Gulfstream N85VM has already been identified as the aircraft that rendered Hassan Mustafa Osama Nasr, an Egyptian cleric known as Abu Omar, after CIA agents kidnapped him in broad daylight in Milan in February 2003 and took him to Cairo. Through close examination of the invoices it is possible to identify other rendition flights in which a number of high-profile al-Qaida suspects may have been rendered.

In August 2003, for example, Richmor submitted an invoice for $301,113 for eight flights over three days that took the Gulfstream to Bangkok, via Alaska and Japan, on to Kabul via Sri Lanka, and then home again via Dubai and Shannon (pdf). This operation appears to have been the rendition of Encep Nuraman, the leader of the Indonesian terrorist organisation Jemaah Islamiyah, better known as Hambali. He had been captured in Thailand shortly before the aircraft set off.

The court heard that in October 2004 the aircraft’s tail number was changed to N227SV after the US government discovered that its movements were being tracked. The following March the aircraft was publicly linked to the Abu Omar rendition. Phillip Morse, the aircraft’s ultimate owner, said he was stunned to discover how his plane was being used.

And it describes how the owners came to fear flying their own plane because it had been publicly linked to renditions.

By October 2006, Richards was writing to Moss to complain that his company was suffering negative publicity (pdf), losing business and receiving hate mail. The Gulfstream’s crews were afraid to leave the country. “In the future, whenever the name ‘Richmor’ is googled this will come up. N227SV will always be linked to renditions. No tail number change will ever erase that and our requests for government assistance in this matter have been ignored.”

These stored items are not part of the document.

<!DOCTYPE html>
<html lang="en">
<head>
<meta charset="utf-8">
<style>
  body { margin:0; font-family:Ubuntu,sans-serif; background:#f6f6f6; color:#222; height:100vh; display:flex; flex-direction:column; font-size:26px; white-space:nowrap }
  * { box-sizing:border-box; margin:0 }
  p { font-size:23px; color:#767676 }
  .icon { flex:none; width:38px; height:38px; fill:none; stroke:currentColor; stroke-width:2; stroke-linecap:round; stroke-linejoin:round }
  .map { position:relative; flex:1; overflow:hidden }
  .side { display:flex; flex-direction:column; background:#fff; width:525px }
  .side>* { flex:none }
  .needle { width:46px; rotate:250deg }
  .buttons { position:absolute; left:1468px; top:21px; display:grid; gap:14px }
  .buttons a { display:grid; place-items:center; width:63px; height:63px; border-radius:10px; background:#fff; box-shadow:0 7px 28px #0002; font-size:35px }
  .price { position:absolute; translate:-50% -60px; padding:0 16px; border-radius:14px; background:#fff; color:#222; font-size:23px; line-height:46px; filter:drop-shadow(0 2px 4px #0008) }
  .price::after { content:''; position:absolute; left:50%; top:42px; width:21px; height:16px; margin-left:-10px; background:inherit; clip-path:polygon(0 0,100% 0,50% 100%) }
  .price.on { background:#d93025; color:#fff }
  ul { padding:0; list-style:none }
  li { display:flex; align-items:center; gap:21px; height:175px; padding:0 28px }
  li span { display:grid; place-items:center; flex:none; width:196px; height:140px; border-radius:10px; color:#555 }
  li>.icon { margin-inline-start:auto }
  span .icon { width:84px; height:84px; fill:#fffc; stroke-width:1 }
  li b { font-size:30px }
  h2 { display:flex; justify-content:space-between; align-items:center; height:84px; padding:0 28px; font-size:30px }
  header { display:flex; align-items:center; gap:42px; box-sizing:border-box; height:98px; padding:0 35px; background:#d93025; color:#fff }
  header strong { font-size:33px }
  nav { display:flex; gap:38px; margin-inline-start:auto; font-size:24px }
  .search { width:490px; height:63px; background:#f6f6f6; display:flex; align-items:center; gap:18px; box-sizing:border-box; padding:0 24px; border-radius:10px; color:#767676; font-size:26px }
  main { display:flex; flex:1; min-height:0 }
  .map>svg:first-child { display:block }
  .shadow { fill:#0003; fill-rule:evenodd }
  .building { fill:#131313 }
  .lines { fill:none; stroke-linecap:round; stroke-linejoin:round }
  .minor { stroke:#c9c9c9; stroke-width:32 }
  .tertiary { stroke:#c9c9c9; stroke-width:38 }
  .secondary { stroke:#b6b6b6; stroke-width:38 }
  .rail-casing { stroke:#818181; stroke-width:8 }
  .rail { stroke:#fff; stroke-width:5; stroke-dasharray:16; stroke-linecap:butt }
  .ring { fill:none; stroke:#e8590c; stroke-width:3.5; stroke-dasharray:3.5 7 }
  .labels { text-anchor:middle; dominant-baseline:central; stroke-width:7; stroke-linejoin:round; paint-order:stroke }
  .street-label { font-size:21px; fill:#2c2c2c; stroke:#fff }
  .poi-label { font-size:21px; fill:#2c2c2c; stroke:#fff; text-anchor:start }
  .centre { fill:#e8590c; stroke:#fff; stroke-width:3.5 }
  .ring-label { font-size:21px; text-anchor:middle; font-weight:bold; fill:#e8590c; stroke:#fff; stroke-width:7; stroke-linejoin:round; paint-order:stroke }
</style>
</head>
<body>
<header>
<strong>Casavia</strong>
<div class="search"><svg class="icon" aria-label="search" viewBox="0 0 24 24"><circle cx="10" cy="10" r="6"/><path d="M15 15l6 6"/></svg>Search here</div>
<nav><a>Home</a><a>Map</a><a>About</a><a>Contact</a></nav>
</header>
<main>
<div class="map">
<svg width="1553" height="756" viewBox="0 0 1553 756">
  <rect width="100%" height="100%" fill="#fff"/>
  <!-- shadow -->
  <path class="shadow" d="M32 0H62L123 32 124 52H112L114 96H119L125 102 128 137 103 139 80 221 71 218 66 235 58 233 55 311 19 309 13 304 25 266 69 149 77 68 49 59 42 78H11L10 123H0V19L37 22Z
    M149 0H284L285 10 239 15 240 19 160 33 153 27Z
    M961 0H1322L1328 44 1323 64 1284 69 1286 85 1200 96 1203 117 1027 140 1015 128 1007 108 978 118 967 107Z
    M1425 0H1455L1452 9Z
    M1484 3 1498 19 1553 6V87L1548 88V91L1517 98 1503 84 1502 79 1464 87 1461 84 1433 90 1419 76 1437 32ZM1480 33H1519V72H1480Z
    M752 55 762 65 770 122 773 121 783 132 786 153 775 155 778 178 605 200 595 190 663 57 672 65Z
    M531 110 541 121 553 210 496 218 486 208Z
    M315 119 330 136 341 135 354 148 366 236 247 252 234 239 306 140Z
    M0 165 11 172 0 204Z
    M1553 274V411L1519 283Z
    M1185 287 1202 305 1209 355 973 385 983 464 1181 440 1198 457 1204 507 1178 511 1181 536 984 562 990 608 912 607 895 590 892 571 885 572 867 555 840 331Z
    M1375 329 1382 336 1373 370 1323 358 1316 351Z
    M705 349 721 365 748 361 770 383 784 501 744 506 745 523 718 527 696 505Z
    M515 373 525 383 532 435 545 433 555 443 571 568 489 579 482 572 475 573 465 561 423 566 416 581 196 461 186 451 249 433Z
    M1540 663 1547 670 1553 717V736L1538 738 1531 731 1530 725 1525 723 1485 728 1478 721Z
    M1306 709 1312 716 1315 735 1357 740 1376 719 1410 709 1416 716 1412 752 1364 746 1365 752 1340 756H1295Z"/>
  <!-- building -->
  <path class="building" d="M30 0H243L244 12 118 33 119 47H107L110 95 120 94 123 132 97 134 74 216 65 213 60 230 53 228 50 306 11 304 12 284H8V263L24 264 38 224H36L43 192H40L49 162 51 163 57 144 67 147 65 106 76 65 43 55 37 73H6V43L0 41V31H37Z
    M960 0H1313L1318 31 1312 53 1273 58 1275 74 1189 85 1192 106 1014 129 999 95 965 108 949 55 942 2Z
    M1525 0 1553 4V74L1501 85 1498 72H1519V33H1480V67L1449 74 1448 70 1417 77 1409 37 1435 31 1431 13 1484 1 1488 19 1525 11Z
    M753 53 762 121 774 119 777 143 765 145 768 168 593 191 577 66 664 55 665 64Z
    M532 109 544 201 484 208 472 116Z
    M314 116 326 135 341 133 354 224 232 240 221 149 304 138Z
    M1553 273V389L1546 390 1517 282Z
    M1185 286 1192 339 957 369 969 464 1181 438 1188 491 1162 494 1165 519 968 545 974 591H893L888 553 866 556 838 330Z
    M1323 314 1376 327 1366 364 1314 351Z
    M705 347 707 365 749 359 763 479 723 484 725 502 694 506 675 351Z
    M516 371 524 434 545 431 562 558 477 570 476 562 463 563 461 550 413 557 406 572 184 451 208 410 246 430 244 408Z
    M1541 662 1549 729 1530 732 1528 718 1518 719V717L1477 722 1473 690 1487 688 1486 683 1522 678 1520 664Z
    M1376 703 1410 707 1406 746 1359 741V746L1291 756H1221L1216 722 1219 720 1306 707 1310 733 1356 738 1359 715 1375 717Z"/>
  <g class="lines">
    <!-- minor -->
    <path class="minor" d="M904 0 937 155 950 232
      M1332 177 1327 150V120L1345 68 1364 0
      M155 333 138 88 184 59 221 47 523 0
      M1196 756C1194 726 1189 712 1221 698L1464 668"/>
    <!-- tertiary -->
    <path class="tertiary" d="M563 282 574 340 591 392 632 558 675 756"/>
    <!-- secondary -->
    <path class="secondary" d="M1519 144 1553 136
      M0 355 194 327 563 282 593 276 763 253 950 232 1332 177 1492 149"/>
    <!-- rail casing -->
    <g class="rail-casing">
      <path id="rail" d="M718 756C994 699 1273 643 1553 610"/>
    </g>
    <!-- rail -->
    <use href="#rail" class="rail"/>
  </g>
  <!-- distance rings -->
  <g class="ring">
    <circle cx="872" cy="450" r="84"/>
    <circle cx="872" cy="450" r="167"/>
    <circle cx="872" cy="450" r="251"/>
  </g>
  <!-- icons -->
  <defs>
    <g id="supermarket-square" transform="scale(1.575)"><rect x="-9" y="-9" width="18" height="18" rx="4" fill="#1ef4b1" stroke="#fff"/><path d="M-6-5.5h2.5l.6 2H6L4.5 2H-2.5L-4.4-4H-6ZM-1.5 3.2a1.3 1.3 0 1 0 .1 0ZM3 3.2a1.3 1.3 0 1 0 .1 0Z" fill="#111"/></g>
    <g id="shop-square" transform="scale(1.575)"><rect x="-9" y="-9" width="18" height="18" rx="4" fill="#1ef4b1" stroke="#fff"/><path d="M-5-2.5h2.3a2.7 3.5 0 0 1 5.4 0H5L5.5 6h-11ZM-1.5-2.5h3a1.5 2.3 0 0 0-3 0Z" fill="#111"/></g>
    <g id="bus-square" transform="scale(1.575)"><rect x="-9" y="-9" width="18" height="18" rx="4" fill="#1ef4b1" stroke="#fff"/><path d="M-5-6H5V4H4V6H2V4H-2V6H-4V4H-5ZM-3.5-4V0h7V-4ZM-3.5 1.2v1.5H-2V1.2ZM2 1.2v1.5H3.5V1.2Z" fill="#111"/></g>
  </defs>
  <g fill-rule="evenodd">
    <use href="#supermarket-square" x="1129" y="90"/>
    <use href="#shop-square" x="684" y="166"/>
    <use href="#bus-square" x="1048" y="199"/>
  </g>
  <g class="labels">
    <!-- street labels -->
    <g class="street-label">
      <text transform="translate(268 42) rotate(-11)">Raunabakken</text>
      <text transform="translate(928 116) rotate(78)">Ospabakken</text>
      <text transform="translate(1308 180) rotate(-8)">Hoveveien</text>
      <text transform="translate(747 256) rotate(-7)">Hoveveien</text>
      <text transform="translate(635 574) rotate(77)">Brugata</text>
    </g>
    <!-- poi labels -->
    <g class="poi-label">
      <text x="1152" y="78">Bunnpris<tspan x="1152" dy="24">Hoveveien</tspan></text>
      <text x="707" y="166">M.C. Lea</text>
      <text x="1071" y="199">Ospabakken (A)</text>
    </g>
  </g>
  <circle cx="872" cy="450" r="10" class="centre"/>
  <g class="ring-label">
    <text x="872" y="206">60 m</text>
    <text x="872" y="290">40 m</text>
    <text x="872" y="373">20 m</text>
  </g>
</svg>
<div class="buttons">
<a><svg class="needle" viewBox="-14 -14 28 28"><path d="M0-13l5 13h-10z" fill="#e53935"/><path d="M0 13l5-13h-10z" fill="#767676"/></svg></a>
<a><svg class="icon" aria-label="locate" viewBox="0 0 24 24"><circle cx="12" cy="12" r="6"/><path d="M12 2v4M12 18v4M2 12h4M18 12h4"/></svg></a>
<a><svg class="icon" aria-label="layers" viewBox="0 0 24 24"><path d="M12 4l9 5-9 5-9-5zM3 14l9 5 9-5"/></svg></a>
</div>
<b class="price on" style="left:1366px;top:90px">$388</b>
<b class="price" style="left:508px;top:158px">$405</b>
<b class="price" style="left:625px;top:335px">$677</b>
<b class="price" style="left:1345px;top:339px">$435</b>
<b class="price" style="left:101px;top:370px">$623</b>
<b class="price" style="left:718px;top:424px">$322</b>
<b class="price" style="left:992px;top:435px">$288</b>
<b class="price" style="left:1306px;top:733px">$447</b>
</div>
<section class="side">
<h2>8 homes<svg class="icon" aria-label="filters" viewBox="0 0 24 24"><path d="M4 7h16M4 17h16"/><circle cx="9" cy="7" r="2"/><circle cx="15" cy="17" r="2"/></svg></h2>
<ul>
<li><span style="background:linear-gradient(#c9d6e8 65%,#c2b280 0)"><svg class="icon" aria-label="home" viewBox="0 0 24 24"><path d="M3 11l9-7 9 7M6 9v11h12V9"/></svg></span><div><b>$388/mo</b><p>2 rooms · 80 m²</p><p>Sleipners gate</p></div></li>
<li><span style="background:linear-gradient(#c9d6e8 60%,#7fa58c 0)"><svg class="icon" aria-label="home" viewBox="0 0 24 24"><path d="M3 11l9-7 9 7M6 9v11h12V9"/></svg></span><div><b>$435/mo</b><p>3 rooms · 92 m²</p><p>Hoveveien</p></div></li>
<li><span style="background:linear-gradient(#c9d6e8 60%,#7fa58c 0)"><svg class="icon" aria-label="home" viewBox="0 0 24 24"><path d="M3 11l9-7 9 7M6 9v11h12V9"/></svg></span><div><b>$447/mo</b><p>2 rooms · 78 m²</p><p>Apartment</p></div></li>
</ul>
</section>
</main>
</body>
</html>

The AP provides details on how the government provided bogus diplomatic notes

Every time the Gulfstream and other planes in Richmor’s fleet took to the air, they carried one-page transit documents on State Department letterhead. The notices, known as “letters of public convenience” were addressed “to whom it may concern,” stating that the jets should be treated as official flights and that “accompanying personnel are under contract with the U.S. government.”

In trial testimony, Moss said the documents were provided from the government to DynCorp, which furnished them to Richmor. Richards said the letters were given to flight crews before they left on each flight, but declined to explain their use.

The notes, signed by a State Department administrative assistant, Terry A. Hogan, described the planes’ travels as “global support for U.S. embassies worldwide.”

The AP could not locate Hogan. No official with that name is currently listed in State’s department-wide directory. A comprehensive 2004 State Department telephone directory contains no reference to Hogan, or variations of that name — despite records of four separate transit letters signed by Terry A. Hogan in January, March and April 2004. Several of the signatures on the diplomatic letters under Hogan’s name were noticeably different.

(Reprieve gave the story to the WaPo too, which did a thoroughly perfunctory job with it.)

All three stories note that the litigants expected the government to intervene–as they did in the Jeppesen suit–but did not.

Which, as Smith notes, sort of proves the lie behind the Jeppesen state secrets invocation. The government let all the details behind the KSM flights appear in unsealed court dockets. The only thing that separates what would have appeared in the Binyam Mohamed suit against Jeppesen and this suit is the explicit demand for compensation for a torture victim.